+++ Records provided +++
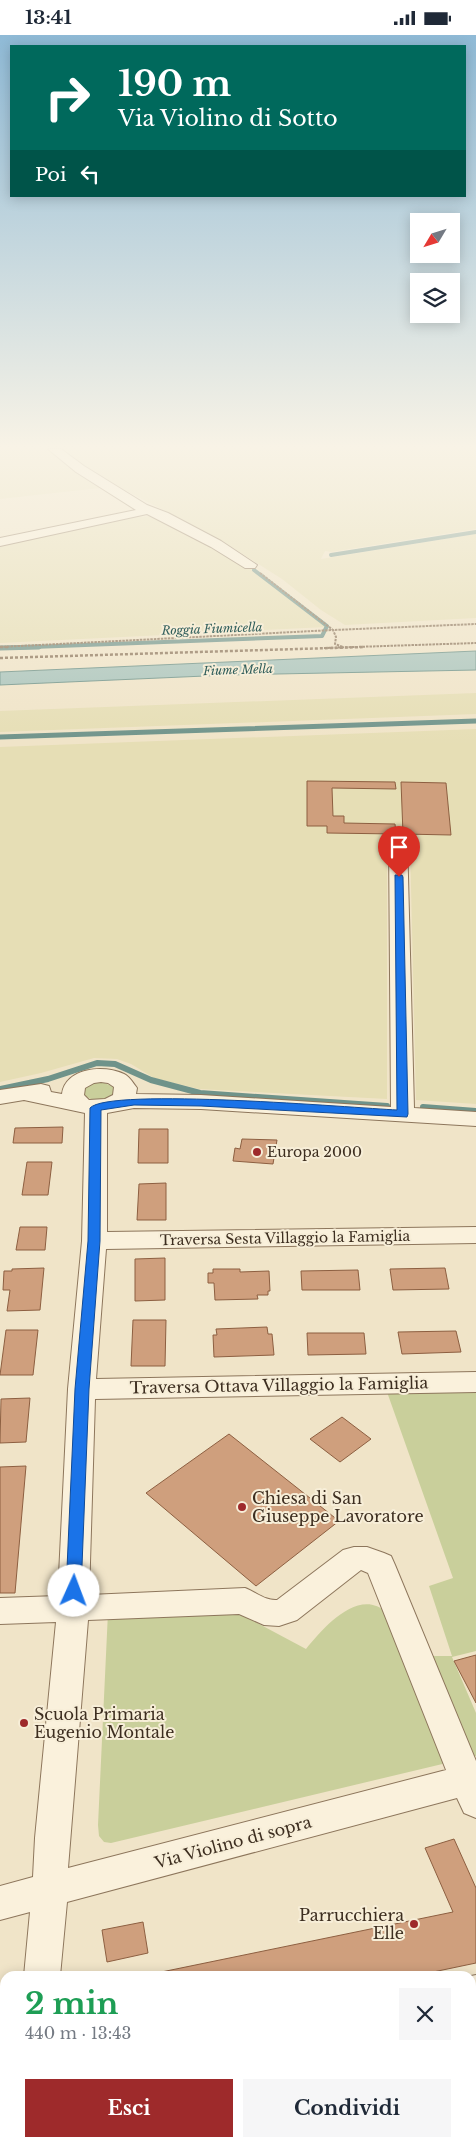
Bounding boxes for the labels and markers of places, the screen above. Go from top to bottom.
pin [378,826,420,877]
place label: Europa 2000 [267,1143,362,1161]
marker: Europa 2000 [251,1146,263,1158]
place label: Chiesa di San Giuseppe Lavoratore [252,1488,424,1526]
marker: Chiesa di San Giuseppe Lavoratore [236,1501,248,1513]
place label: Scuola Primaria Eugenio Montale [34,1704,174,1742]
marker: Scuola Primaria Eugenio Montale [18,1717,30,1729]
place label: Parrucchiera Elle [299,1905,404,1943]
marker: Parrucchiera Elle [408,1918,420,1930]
+++
● **About this exercise**: Return an exact transcription of the entries above, excluding each image.

● **Result for this task**:
Bounding boxes for the labels and markers of places, the screen above. Go from top to bottom.
pin [378,826,420,877]
place label: Europa 2000 [267,1143,362,1161]
marker: Europa 2000 [251,1146,263,1158]
place label: Chiesa di San Giuseppe Lavoratore [252,1488,424,1526]
marker: Chiesa di San Giuseppe Lavoratore [236,1501,248,1513]
place label: Scuola Primaria Eugenio Montale [34,1704,174,1742]
marker: Scuola Primaria Eugenio Montale [18,1717,30,1729]
place label: Parrucchiera Elle [299,1905,404,1943]
marker: Parrucchiera Elle [408,1918,420,1930]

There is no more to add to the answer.